税理士業界では、試験後すぐに就職説明会などが開催されることが通例ですが、2023年8月11日には「成長税理士法人合同就職説明会」がLEC東京リーガルマインド中野本校にて開催されました。主催はLEC東京リーガルマインド、セブンセンス税理士法人、アンパサンド税理士法人。

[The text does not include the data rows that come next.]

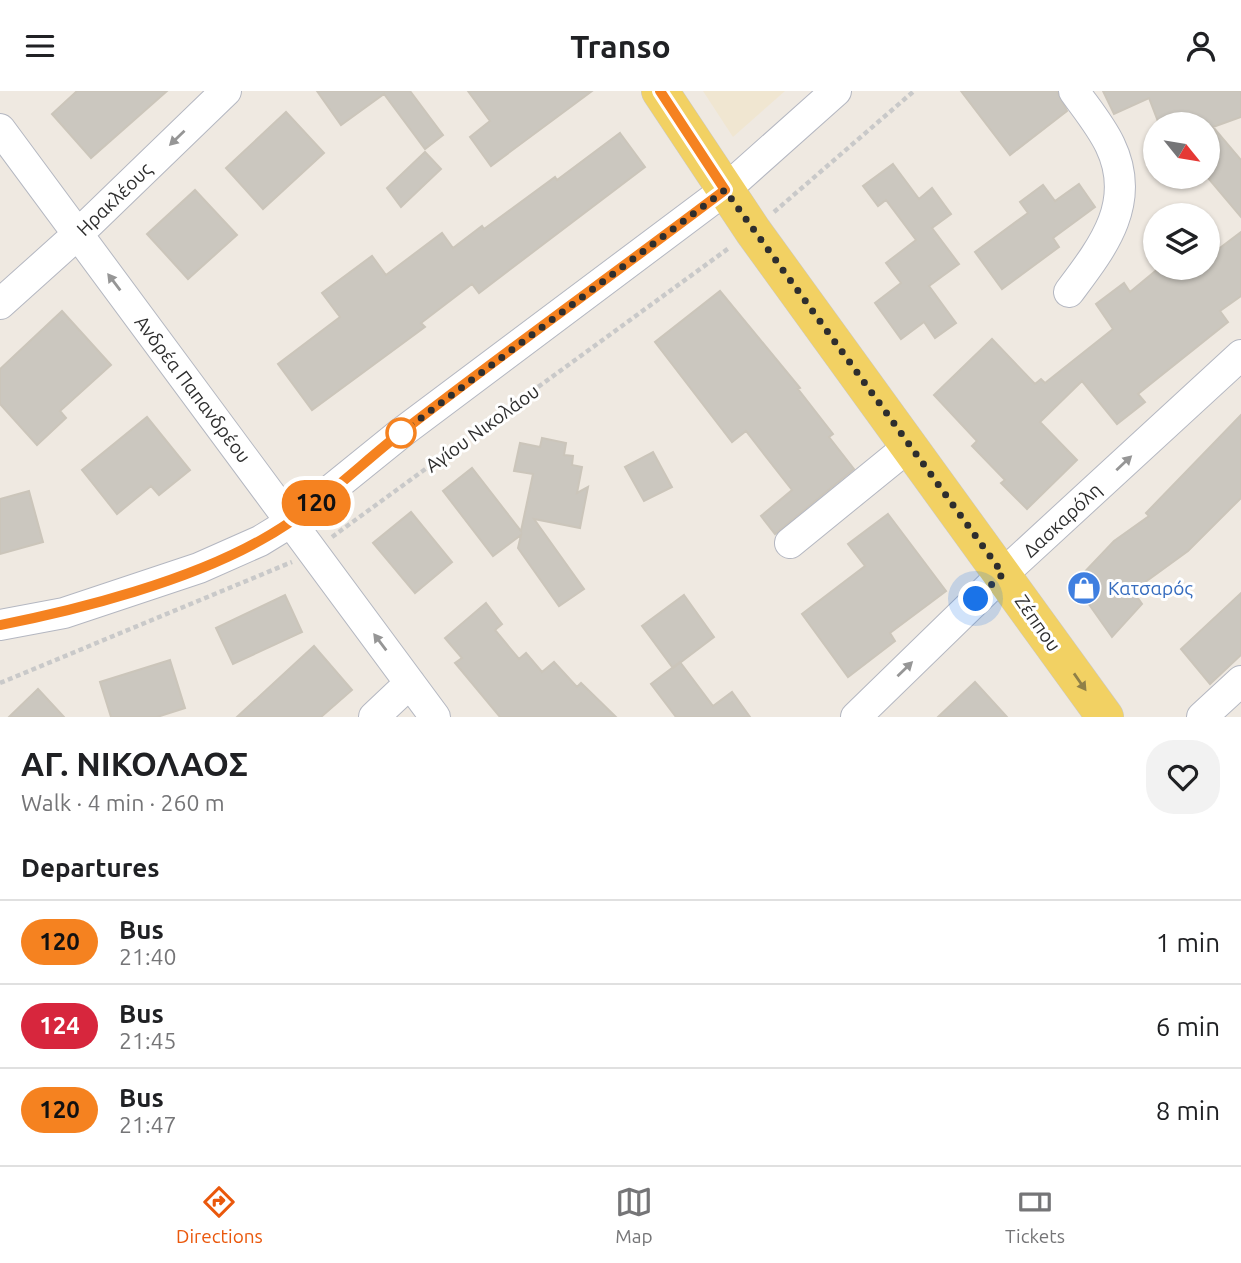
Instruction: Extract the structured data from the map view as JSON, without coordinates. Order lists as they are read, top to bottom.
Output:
{
  "streets": {
    "main road": ["Ζέππου"],
    "street": ["Ηρακλέους", "Ανδρέα Παπανδρέου", "Δασκαρόλη"],
    "path": ["Αγίου Νικολάου"]
  },
  "crossings": [
    ["Ηρακλέους", "Ανδρέα Παπανδρέου"],
    ["Ανδρέα Παπανδρέου", "Αγίου Νικολάου"],
    ["Αγίου Νικολάου", "Ζέππου"],
    ["Δασκαρόλη", "Ζέππου"]
  ],
  "one_way": ["Ηρακλέους", "Ανδρέα Παπανδρέου"],
  "places": {
    "shop": ["Κατσαρός"]
  },
  "lines": ["bus line 120"],
  "north": "bottom right",
  "page": {
    "header": "Transo",
    "on_map": "120",
    "heading": [
      ["ΑΓ. ΝΙΚΟΛΑΟΣ", "Walk · 4 min · 260 m"],
      "Departures"
    ],
    "list": [
      {
        "mark": "120",
        "name": "Bus",
        "note": "21:40",
        "value": "1 min"
      },
      {
        "mark": "124",
        "name": "Bus",
        "note": "21:45",
        "value": "6 min"
      },
      {
        "mark": "120",
        "name": "Bus",
        "note": "21:47",
        "value": "8 min"
      }
    ],
    "tabs": ["Directions", "Map", "Tickets"]
  }
}
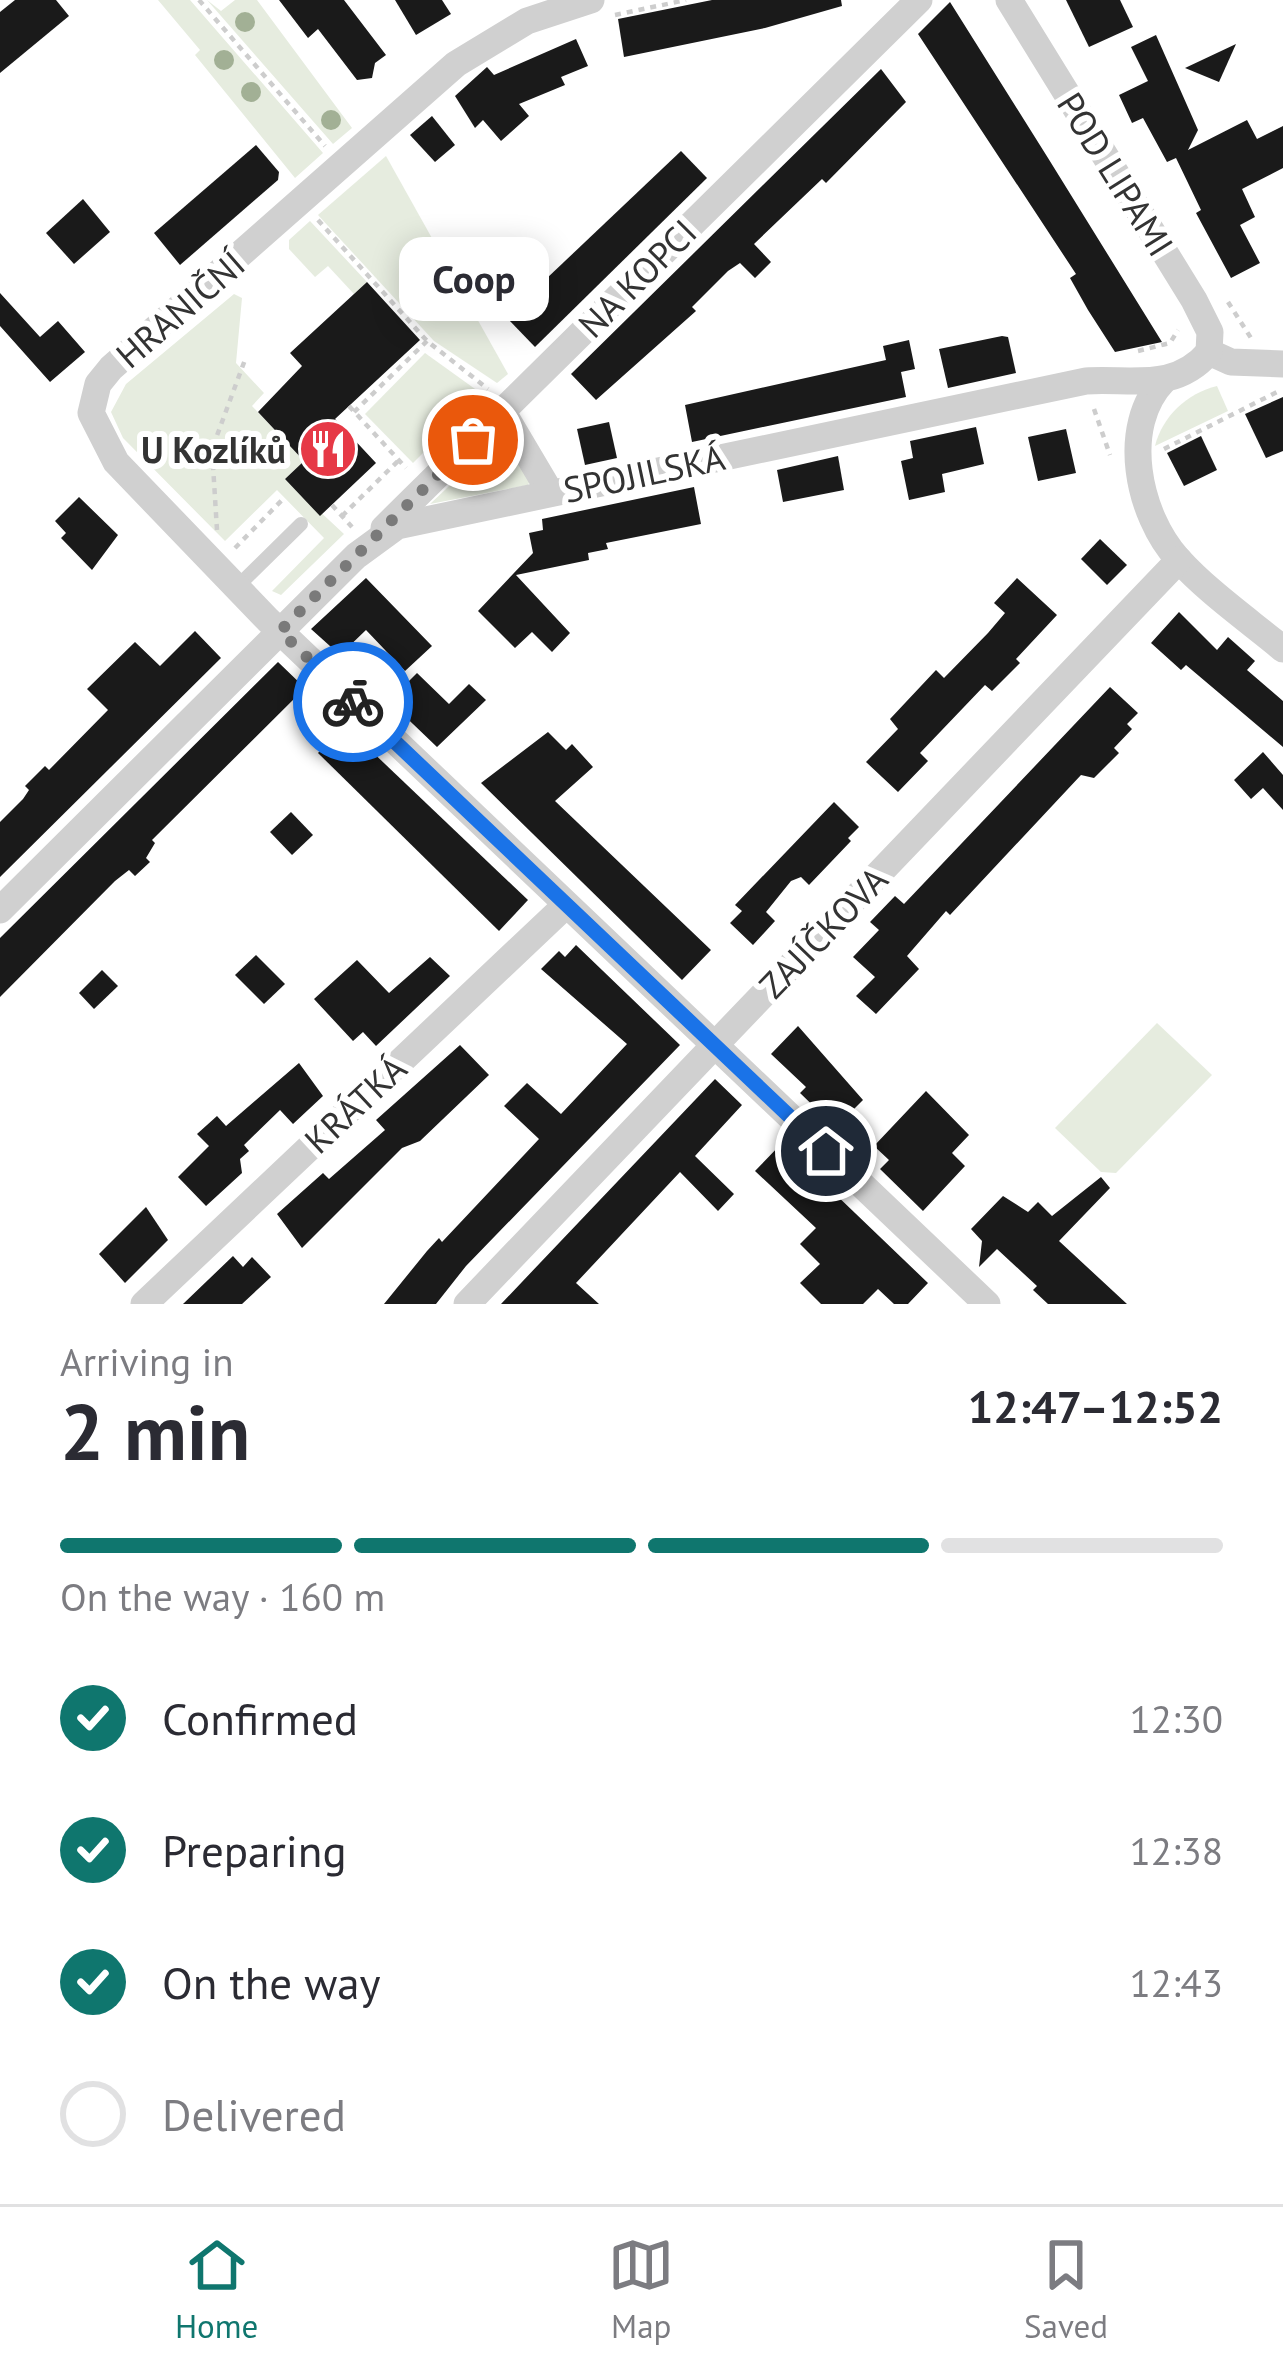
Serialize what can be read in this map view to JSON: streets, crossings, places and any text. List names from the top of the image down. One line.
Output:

また、その趣旨に賛同した税理士法人と合わせて合計10社集うイベントとなりました。
今回参加した10社の税理士法人
- RSM汐留パートナーズ税理士法人
- 税理士法人アイユーコンサルティング
- 税理士法人UNNAMED SERVICE
- アンパサンド税理士法人
- 円満相続税理士法人
- サン共同税理士法人
- セブンセンス税理士法人
- 税理士法人タックス・アイズ
- 税理士法人Beso
- 税理士法人矢崎会計事務所
大手資格予備校などが開催する就職説明会では、会計事務所がブースを出し、そこに受験生が訪問する形式が一般的ですが、今回の成長税理士法人合同就職説明会では、基調講演や事務所紹介ピッチ(短時間プレゼンテーション)、パネルトークなども併せて開催され、受験生に多方面から参加企業を知ってもらおうとする工夫がみられました。
当日のプログラム・タイムテーブル
- 13:00 開場
- 13:30 基調講演:「会計事務所業界の未来」
弥生株式会社 岡本 浩一郎 氏
弥生株式会社 顧問の岡本 浩一郎氏より会計事務所業界の未来についてご講演いただきます。
- 14:15 各税理士法人による事務所紹介
出展税理士法人がそれぞれの事務所の特徴や魅力について説明します。 - 15:40 パネルトーク
「これからの時代に求められる税理士法人スタッフとは?」「これからの時代に勝ち残る税理士法人とは?」という2つのテーマで出展税理士法人によるパネルトークを行います。 - 16:40 個別説明会
各税理士法人ごとにブースに分かれて個別説明会を行います。この機会に出展税理士法人のことを良く知っていただくとともに、リレーションを構築してください。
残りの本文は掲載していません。